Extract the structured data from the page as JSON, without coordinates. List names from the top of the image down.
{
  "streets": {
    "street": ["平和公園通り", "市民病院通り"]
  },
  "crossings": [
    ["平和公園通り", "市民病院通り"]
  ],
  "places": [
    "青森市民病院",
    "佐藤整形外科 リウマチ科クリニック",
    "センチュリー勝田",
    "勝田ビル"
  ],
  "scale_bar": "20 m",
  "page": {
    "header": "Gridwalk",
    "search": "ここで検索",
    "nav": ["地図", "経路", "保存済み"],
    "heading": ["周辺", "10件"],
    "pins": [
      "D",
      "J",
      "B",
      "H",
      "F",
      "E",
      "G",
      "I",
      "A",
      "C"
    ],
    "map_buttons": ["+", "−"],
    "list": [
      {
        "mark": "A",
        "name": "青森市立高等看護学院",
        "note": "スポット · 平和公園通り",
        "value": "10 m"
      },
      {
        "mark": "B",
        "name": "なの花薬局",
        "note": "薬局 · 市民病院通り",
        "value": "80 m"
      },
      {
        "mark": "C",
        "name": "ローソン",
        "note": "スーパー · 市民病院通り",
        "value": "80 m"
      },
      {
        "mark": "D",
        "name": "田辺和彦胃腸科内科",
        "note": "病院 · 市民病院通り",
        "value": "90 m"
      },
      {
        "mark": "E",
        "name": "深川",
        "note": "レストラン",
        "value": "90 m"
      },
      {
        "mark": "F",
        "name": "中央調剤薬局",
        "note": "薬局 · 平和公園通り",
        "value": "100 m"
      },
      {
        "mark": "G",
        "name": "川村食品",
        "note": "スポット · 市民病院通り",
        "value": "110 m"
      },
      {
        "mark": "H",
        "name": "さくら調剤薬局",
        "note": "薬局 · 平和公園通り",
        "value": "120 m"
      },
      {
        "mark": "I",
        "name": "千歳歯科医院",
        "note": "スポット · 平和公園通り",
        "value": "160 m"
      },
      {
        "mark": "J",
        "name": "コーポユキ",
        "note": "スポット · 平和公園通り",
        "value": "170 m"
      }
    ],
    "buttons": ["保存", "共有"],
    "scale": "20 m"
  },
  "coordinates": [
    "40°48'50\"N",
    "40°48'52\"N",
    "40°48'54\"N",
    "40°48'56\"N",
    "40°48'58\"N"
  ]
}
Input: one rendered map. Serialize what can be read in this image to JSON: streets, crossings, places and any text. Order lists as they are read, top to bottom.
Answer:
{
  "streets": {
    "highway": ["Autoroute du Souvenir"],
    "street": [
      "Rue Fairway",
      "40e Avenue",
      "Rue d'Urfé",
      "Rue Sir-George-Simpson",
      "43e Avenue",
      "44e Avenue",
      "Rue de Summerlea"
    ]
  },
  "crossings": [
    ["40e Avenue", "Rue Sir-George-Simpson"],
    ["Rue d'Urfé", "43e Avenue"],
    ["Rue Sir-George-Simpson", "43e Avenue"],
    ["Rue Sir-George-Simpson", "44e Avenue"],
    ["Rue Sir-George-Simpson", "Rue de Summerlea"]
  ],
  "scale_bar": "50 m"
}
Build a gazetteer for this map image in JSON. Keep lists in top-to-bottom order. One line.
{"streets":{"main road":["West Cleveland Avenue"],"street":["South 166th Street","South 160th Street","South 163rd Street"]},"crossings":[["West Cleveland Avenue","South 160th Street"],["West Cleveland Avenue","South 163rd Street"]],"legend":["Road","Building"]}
===============
**Prompt:**
Extract the lines above from the one containing "Build a gazetteer" to the last line, both included, exactly as written.

**Problem solution:**
Build a gazetteer for this map image in JSON. Keep lists in top-to-bottom order. One line.
{"streets":{"main road":["West Cleveland Avenue"],"street":["South 166th Street","South 160th Street","South 163rd Street"]},"crossings":[["West Cleveland Avenue","South 160th Street"],["West Cleveland Avenue","South 163rd Street"]],"legend":["Road","Building"]}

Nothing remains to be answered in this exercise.